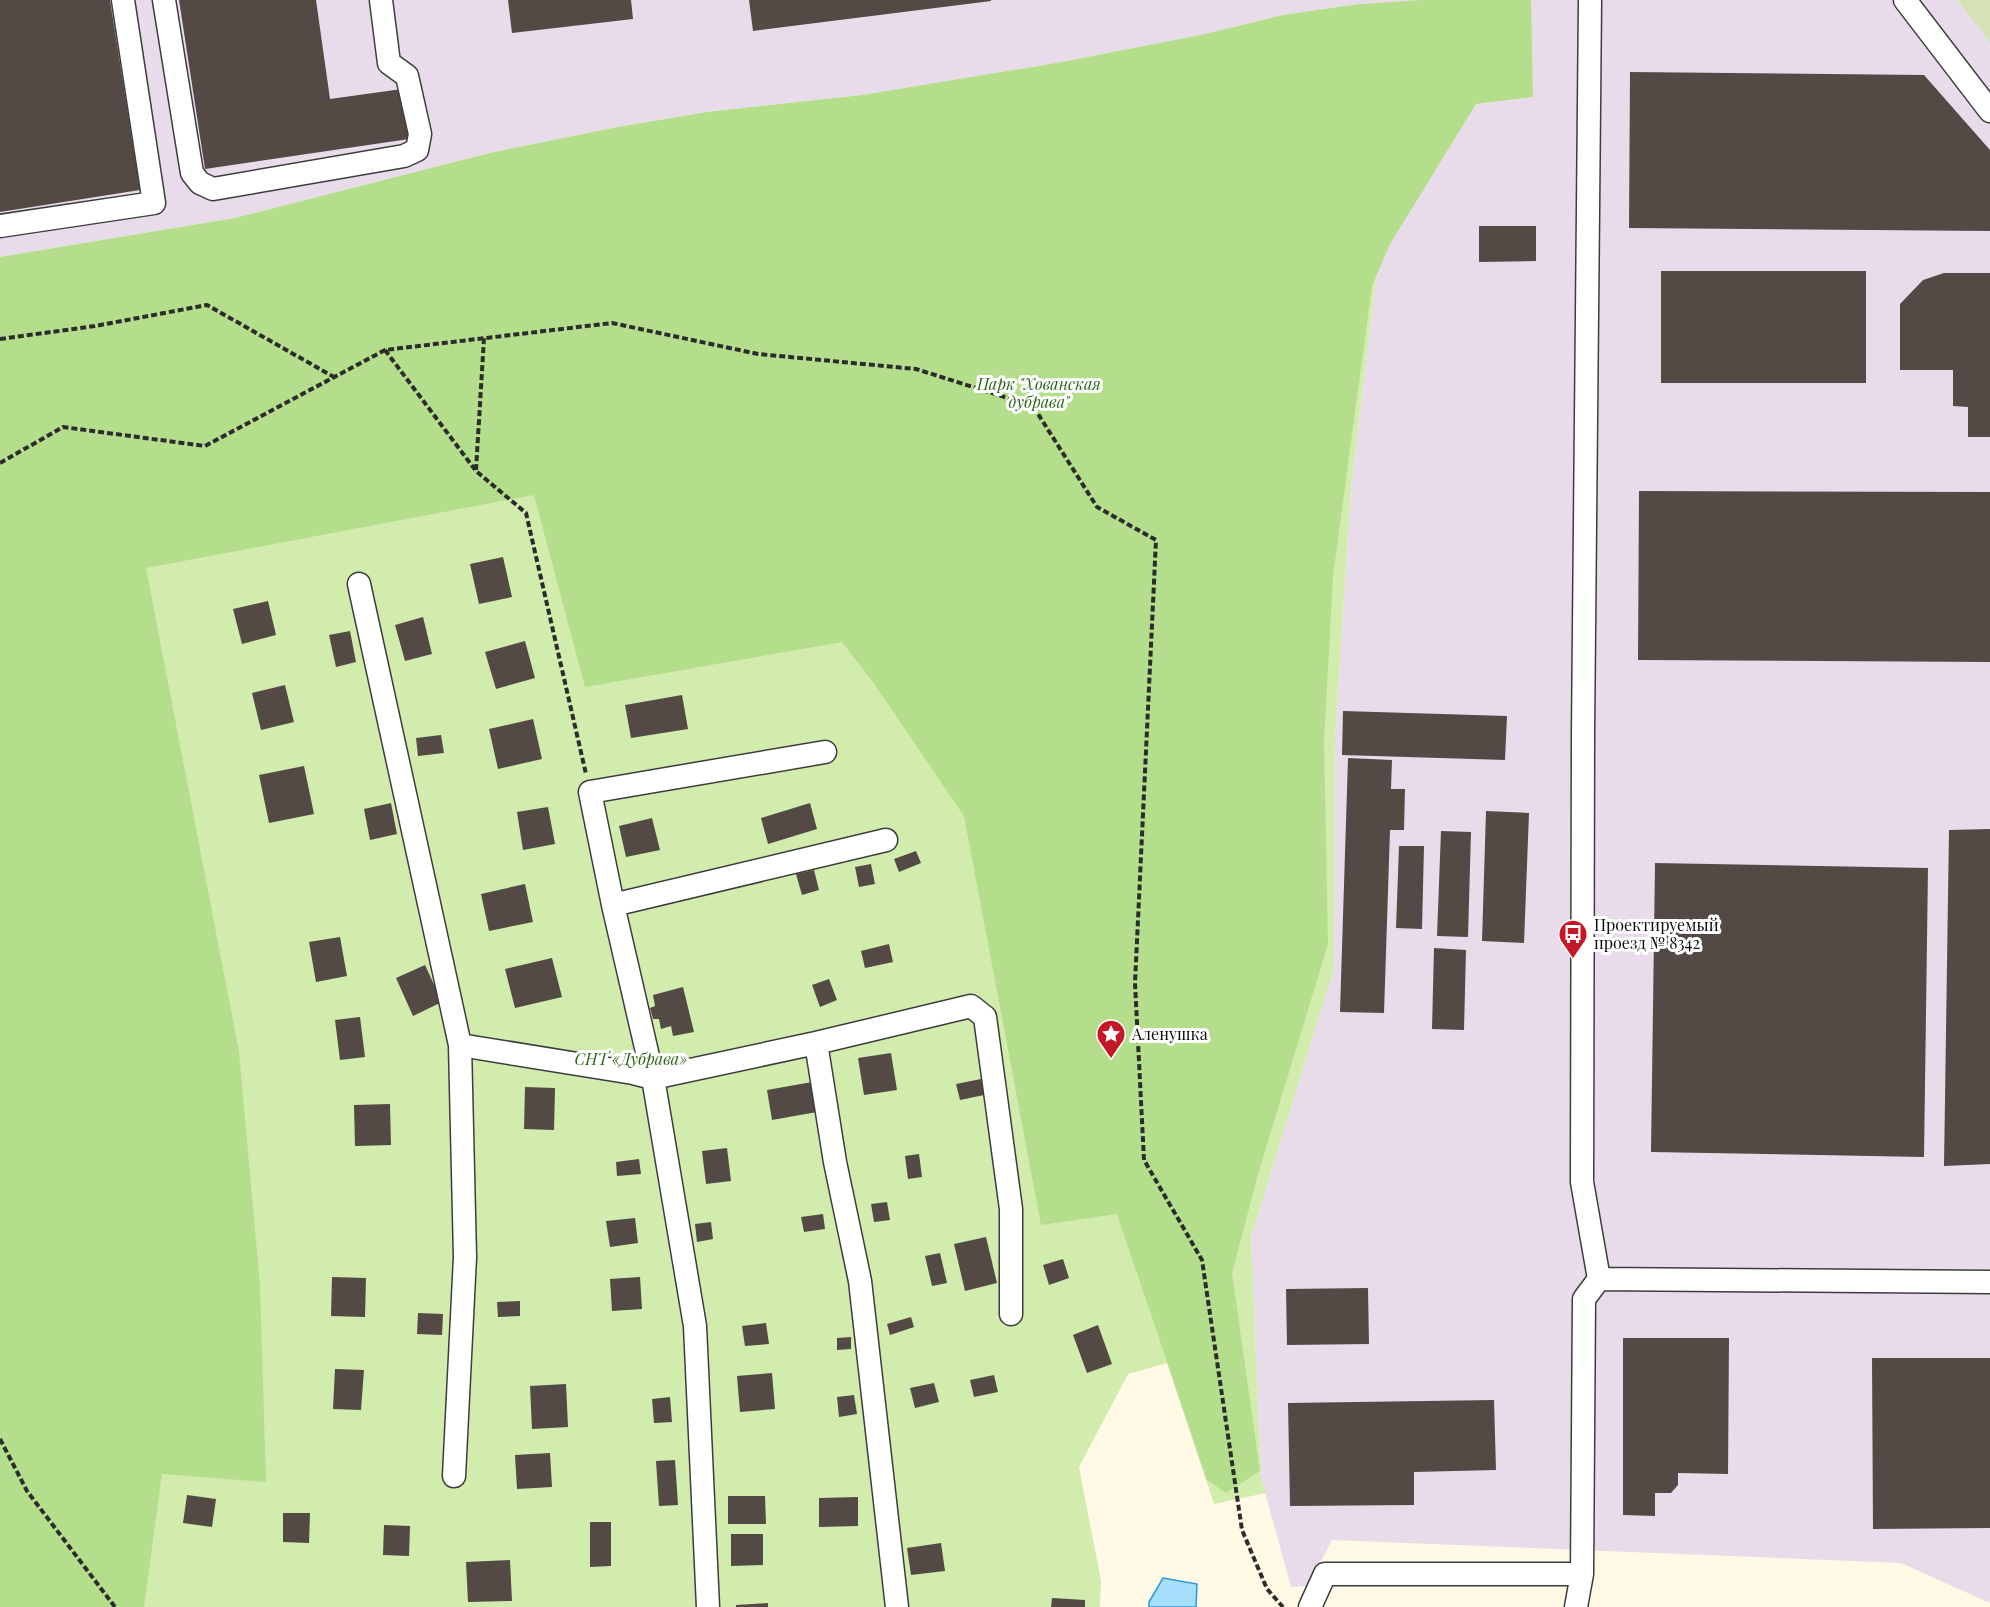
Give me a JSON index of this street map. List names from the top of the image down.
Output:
{
  "parks": ["Парк \"Хованская дубрава\"", "СНТ «Дубрава»"],
  "places": {
    "bus stop": ["Проектируемый проезд № 8342"],
    "place": ["Аленушка"]
  }
}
+--
» **Work item**
Print each line of the listing exactly and include no pictures.

» **Exercise result**
Give me a JSON index of this street map. List names from the top of the image down.
Output:
{
  "parks": ["Парк \"Хованская дубрава\"", "СНТ «Дубрава»"],
  "places": {
    "bus stop": ["Проектируемый проезд № 8342"],
    "place": ["Аленушка"]
  }
}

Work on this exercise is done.